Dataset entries

Start of Block

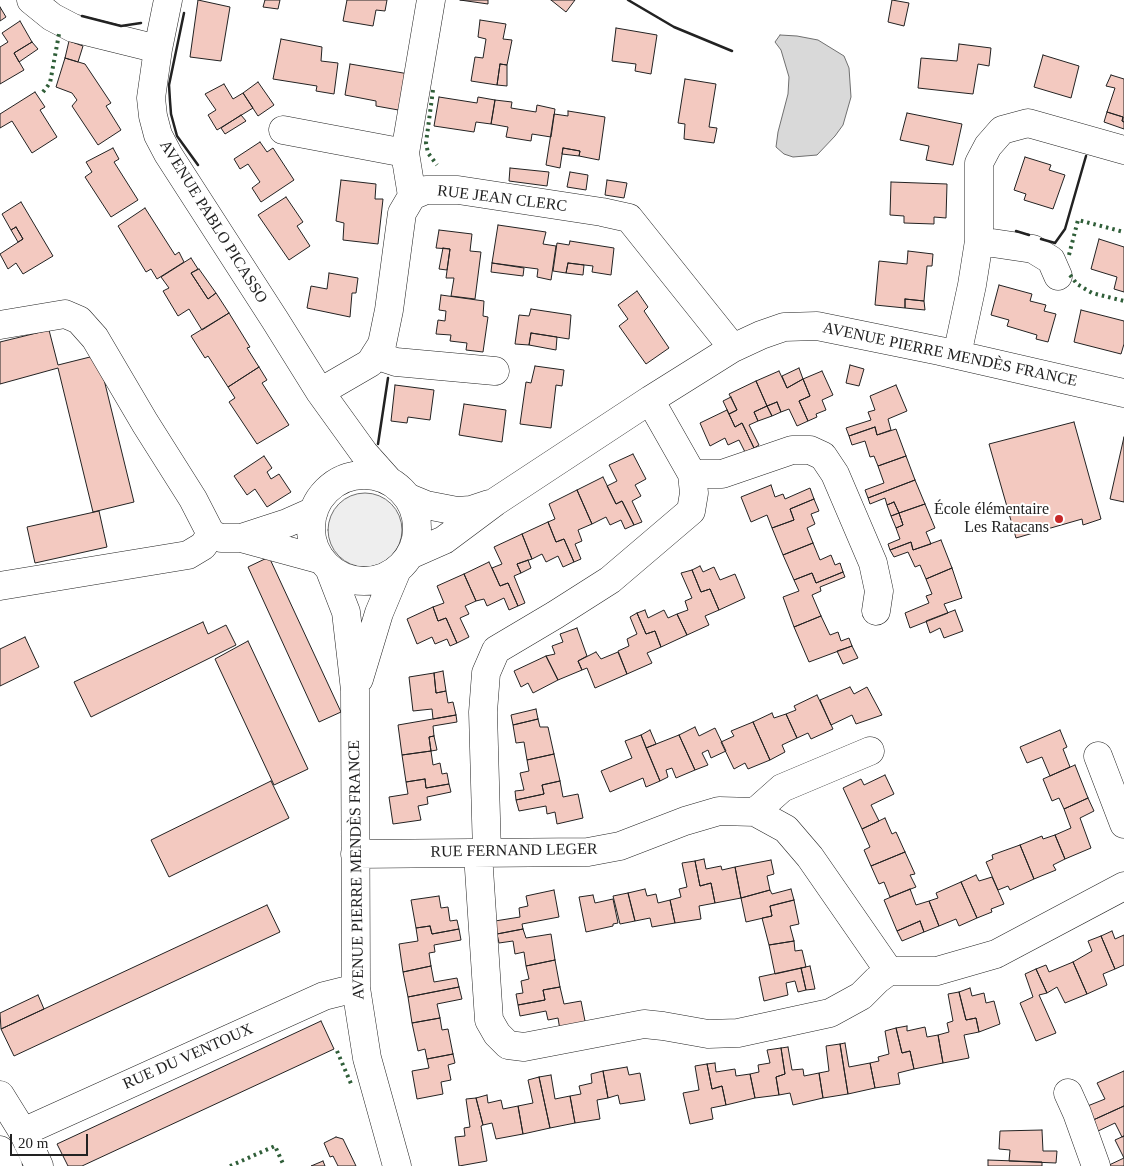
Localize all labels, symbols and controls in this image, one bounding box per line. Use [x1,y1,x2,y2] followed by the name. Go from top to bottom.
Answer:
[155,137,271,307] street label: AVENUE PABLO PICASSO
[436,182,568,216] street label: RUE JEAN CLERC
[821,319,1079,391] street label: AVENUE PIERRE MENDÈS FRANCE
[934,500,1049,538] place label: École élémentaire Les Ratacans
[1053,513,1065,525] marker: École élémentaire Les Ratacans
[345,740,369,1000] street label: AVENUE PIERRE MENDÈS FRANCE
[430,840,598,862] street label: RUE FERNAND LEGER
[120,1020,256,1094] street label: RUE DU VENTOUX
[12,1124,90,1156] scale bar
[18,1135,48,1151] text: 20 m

End of Block
Start of Block

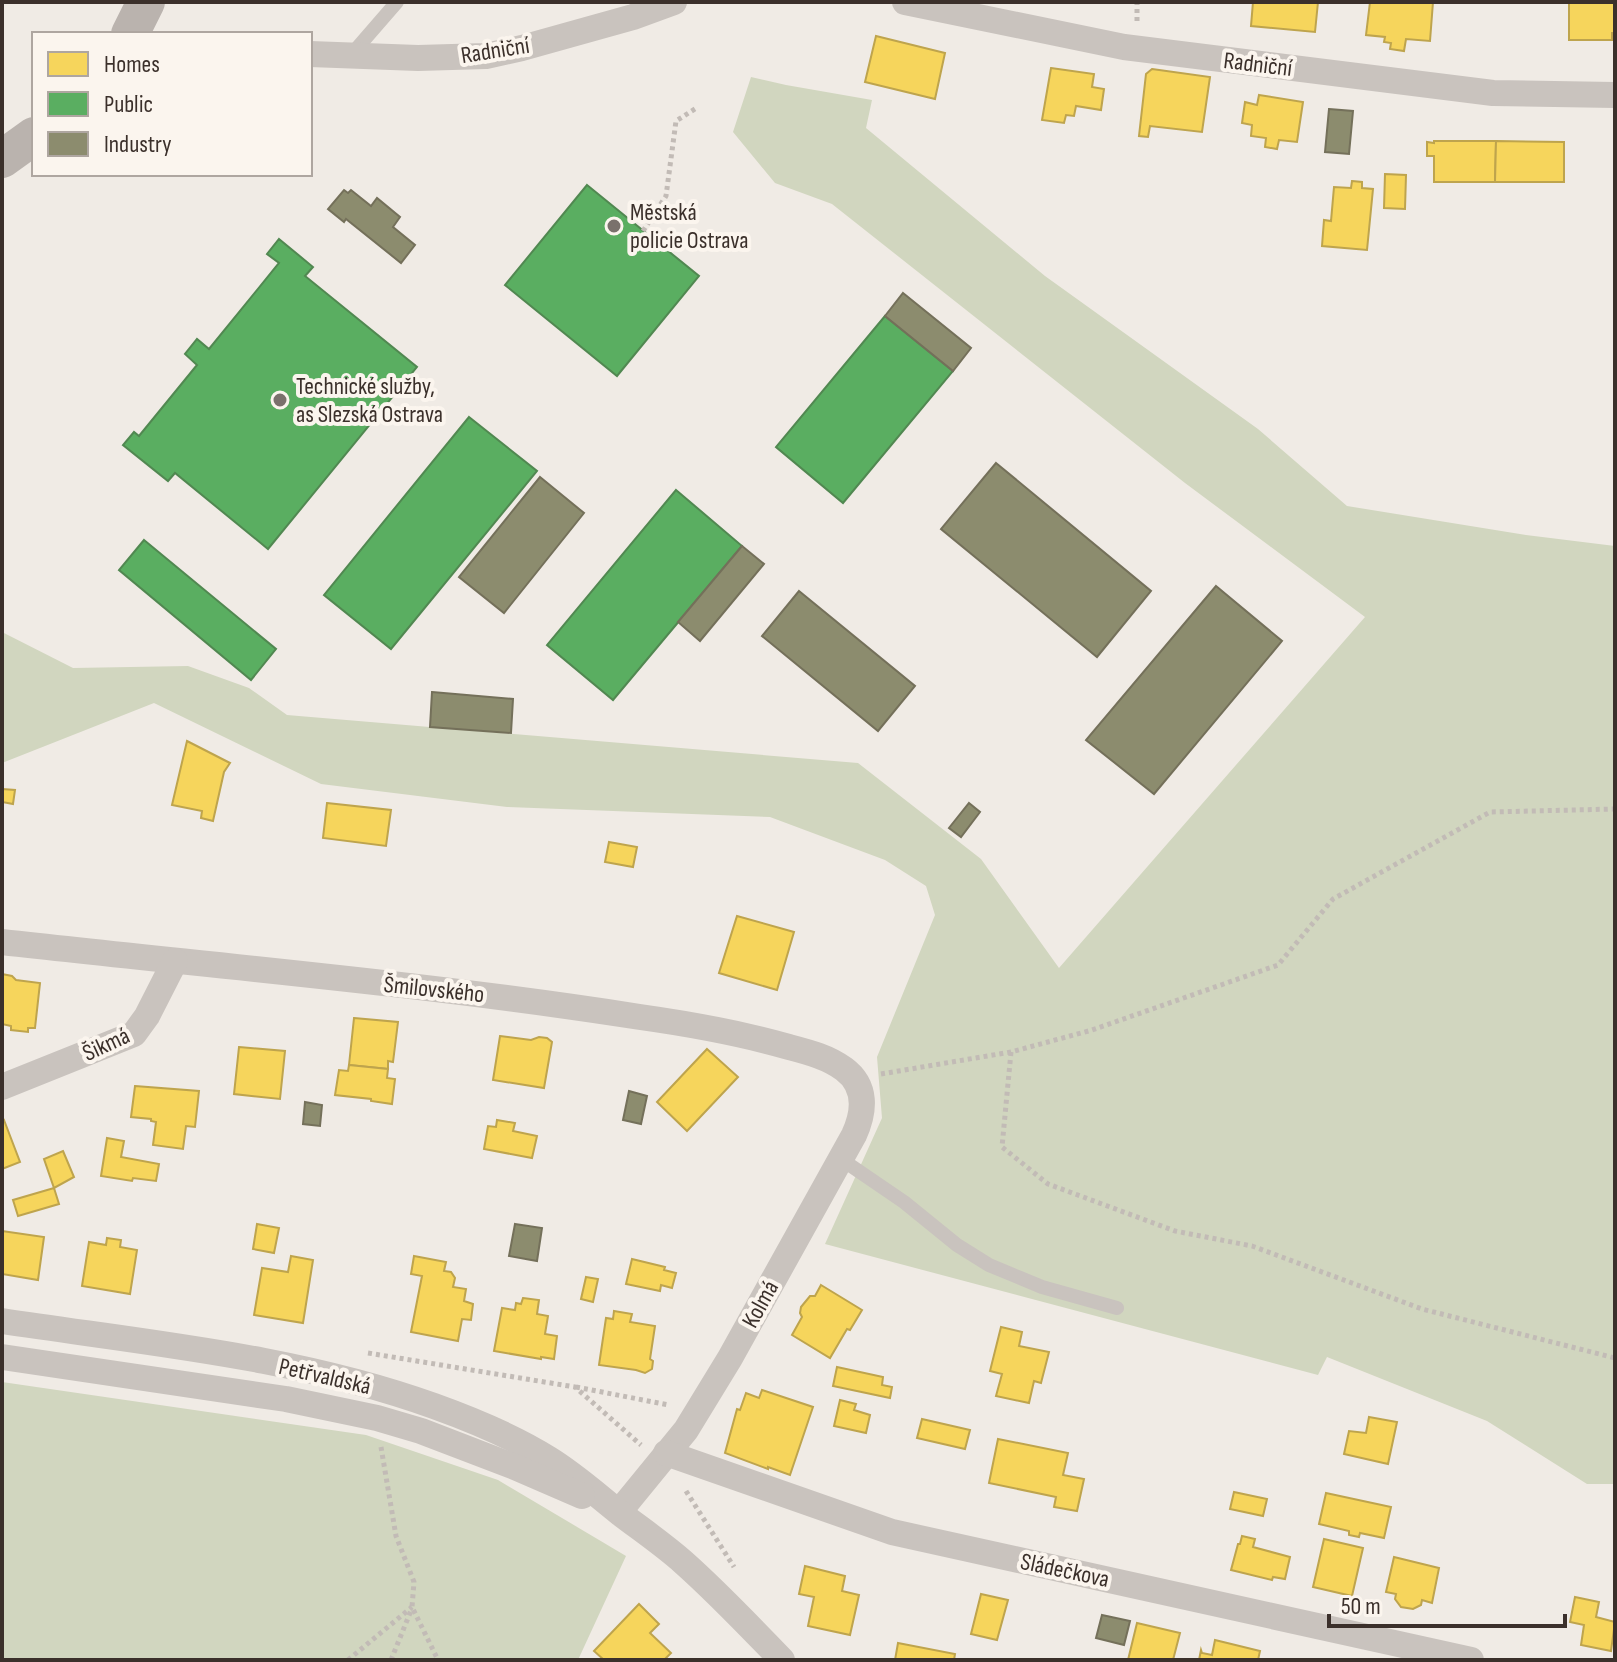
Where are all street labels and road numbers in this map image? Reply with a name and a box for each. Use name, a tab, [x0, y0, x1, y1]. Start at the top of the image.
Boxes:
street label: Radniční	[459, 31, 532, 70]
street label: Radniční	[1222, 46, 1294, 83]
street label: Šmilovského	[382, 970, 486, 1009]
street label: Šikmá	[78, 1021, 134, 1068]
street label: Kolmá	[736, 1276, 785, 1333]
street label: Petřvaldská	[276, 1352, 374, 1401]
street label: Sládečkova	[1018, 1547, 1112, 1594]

End of Block

■ Requirement
Reproduce every line above containing "name".

■ Response area
Localize all labels, symbols and controls in this image, one bounding box per line. Use [x1,y1,x2,y2] followed by the name. Go from top to bottom.
Where are all street labels and road numbers in this map image? Reply with a name and a box for each. Use name, a tab, [x0, y0, x1, y1]. Start at the top of the image.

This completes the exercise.